As I have discussed in my previous blog post on liquid cooling, cooling is going to be a significant topic over the next few years. I found the diagram below to be a great way to visualize why that is:
This shows the Thermal Design Power (TDP) for the next generations of processors from Intel and AMD. As shown by the graph, over the next 3 years, most of the latest generation processors will have TDPs over 400W.
Taken in isolation, this value is impressive, but, when combined with the ever-increasing power requirements of GPUs, the cooling requirements of NVMe drives and the advent of Data Processing Units (DPUs), it explains why we are at an inflection point from a cooling perspective.
The diagram below put those TDP values against the cooling capabilities of existing technologies (air cooling and liquid cooling):
One thing to note on the diagram is that the tipping point between air cooling and liquid cooling depends on the server form factor (such as 1U vs 2U and multinode vs monolithic) and its configuration, but generally speaking, air cooling can be stretched to about 350W but not much further.
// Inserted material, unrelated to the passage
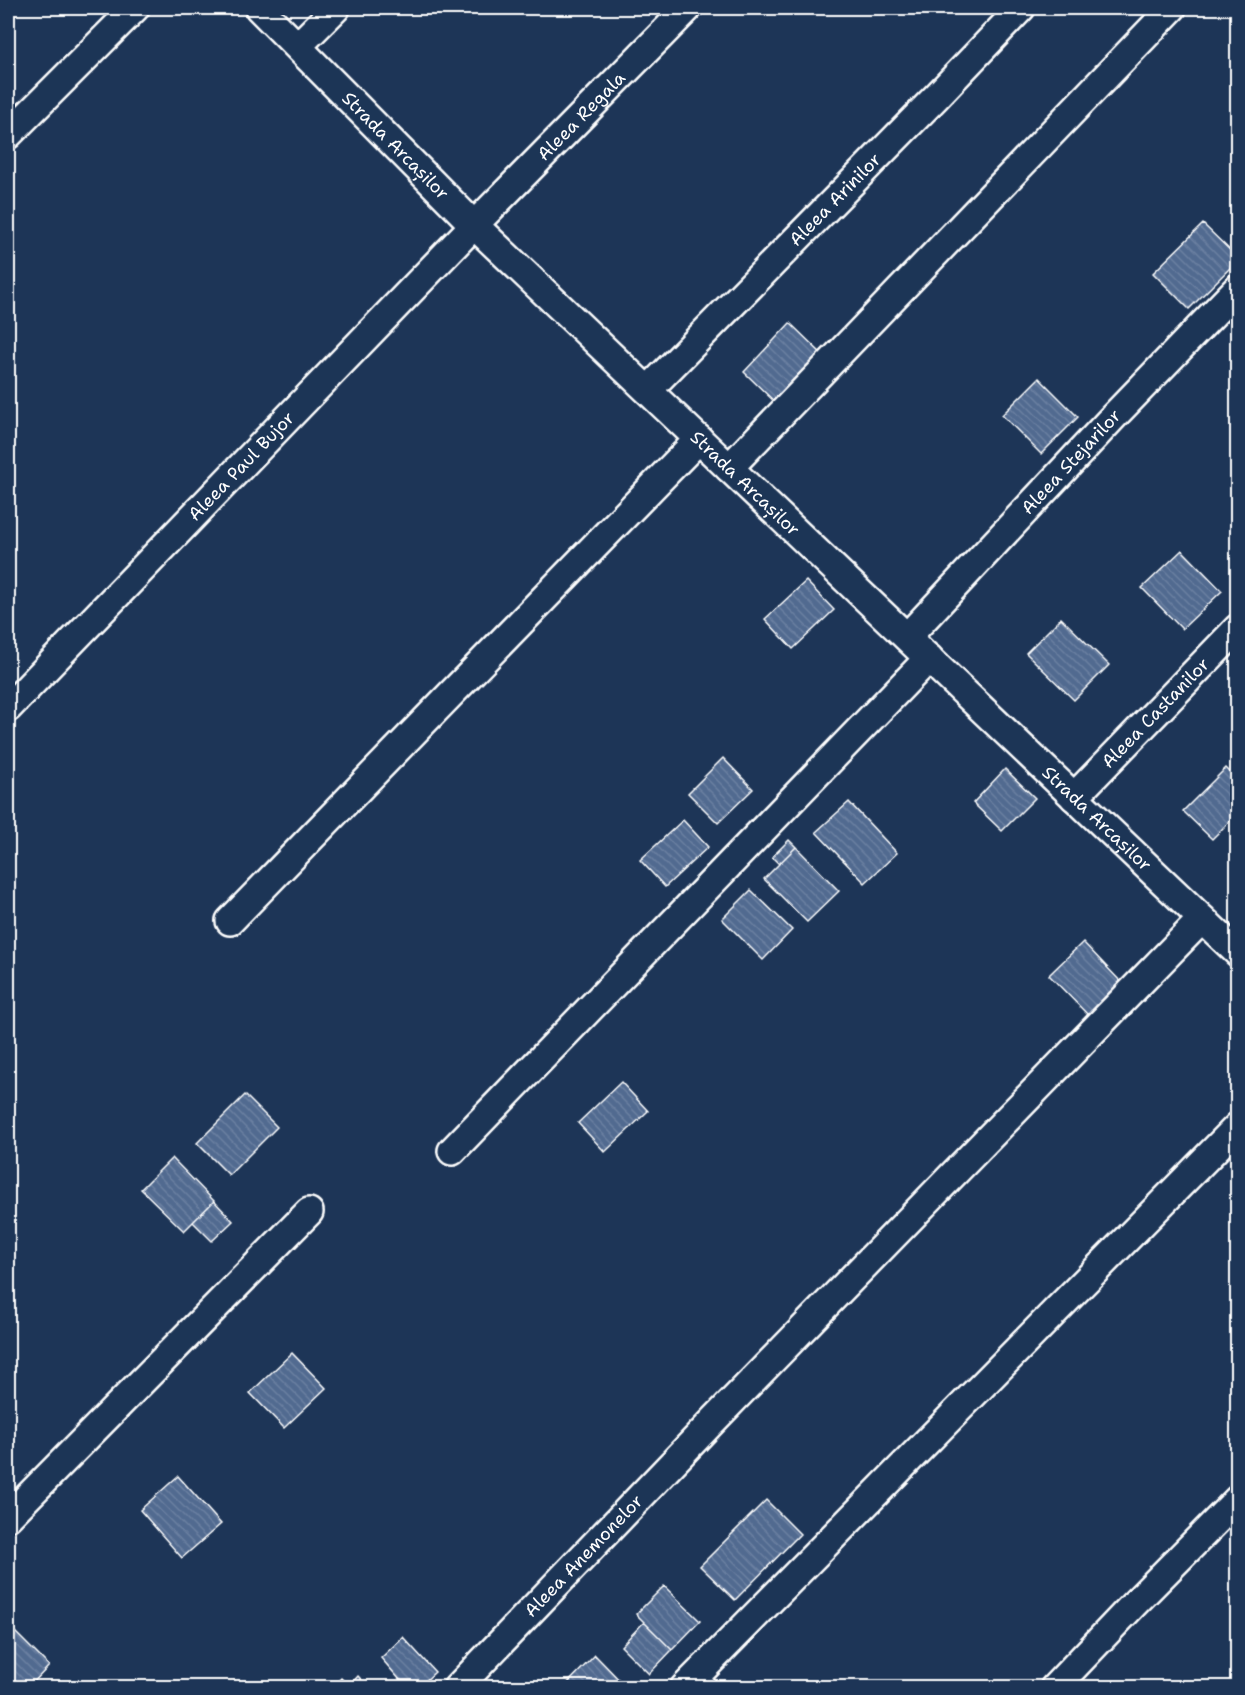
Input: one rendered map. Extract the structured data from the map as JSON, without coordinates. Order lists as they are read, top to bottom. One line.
{"streets":{"street":["Aleea Regala","Strada Arcașilor","Aleea Arinilor","Aleea Stejarilor","Aleea Paul Bujor","Aleea Castanilor","Aleea Anemonelor"]},"crossings":[["Aleea Regala","Strada Arcașilor"],["Aleea Regala","Aleea Paul Bujor"],["Strada Arcașilor","Aleea Arinilor"],["Strada Arcașilor","Aleea Stejarilor"],["Strada Arcașilor","Aleea Paul Bujor"],["Strada Arcașilor","Aleea Castanilor"],["Strada Arcașilor","Aleea Anemonelor"]]}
Looking at server cooling technologies, they can be combined in 3 separate categories:
Air cooling, which is called Multi-Vector Cooling on Dell PowerEdge servers
Liquid cooling, which is called Direct Liquid Cooling on Dell PowerEdge servers
Let’s quickly dive into each category:
Multi-Vector Cooling: this is the traditional cooling method where very powerful fans intake cold air through the front of the server and exhaust hot air through the back of the server. This method works in combination with proper datacenter designs, with cold aisles, where cold air coming from chillers is moved to so it can be sucked in by the servers, and hot aisles which gather the hot air coming out of servers and send it to the chillers. Lots of innovation has been put into maximizing the air flow within the server itself, from the shape of the openings in the front bezel to shroud within the server to move the cold air where it is needed the most. I am also seeing new types of rack coming out with in-row coolers and/or with heat exchanger, ie chillers, built directly into the rear doors of the servers. Those innovations have pushed the envelope of air cooling.
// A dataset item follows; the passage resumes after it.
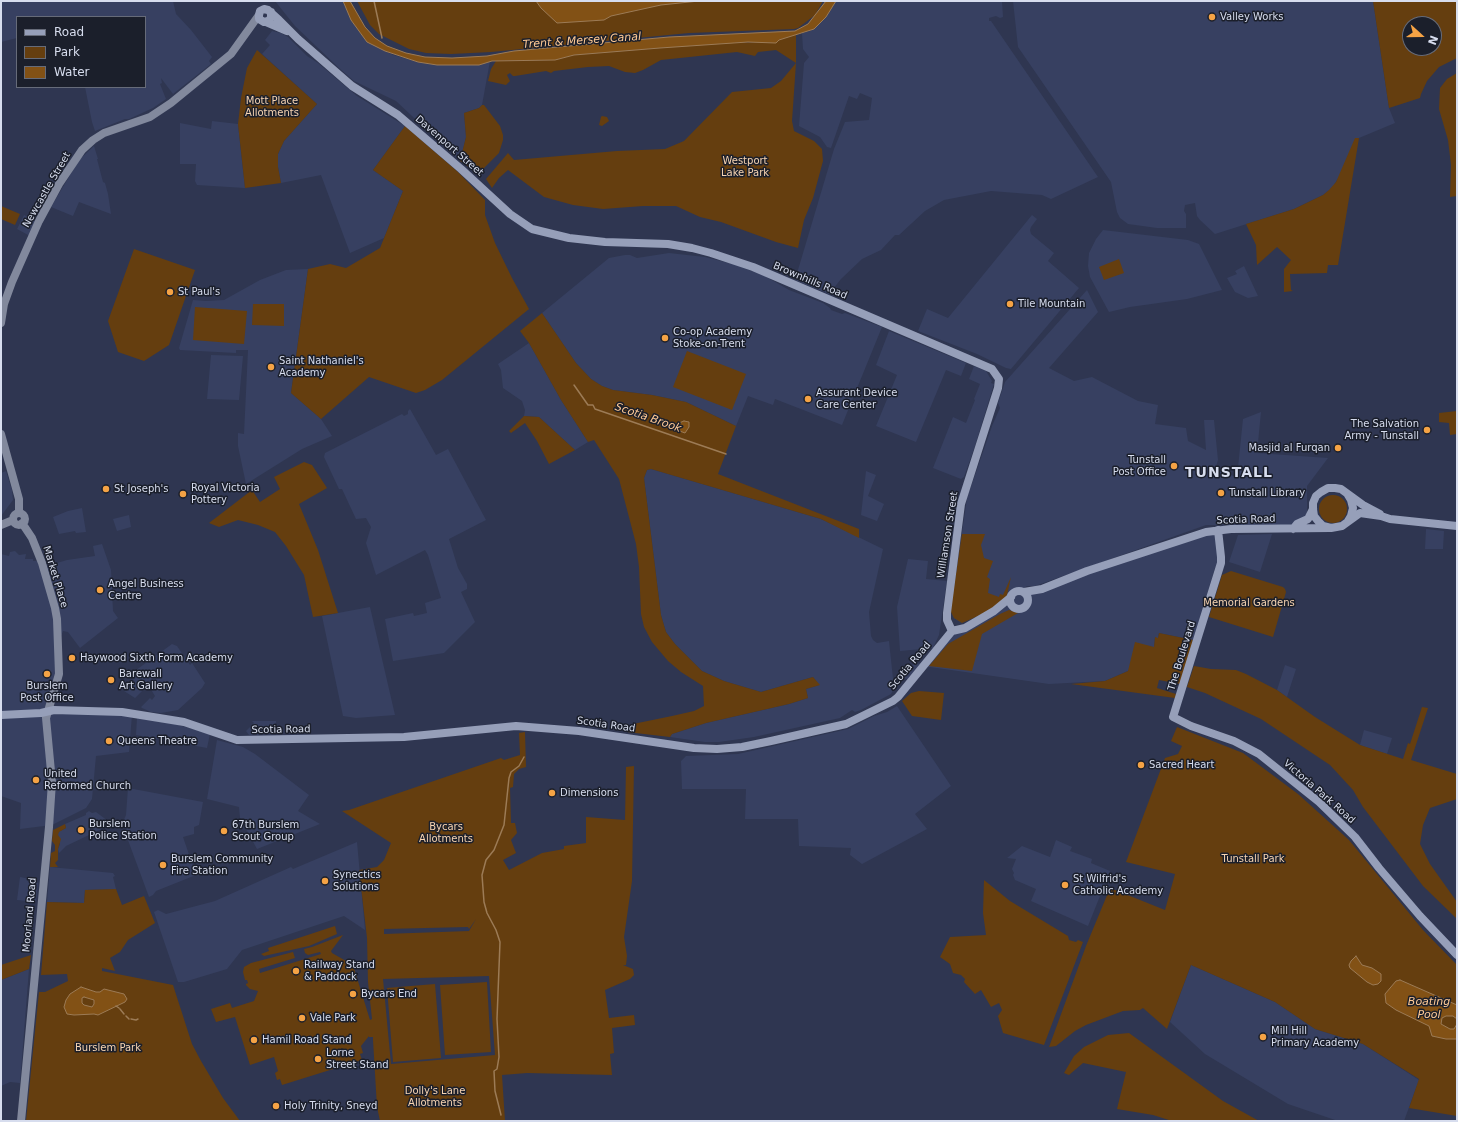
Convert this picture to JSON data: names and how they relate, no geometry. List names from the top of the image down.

Direct Liquid Cooling: as described in my previous post, this method has been around for a while, mostly in the gaming industry, but is just now starting to trickle into the datacenter. At its heart, it is using liquid to move heat away from the hot component, ie CPU, and into a heat exchanger where the liquid is going to be cooled again. This can cool hotter components because of the heat absorption factor of the liquid used, which is significantly higher than air. Currently liquid cooling is used to cool specific targeted components, such as a CPU or GPU, and still rely on fans to cool the rest of the server. Current Direct Liquid Cooling technology can support components with TDPs up to 900W.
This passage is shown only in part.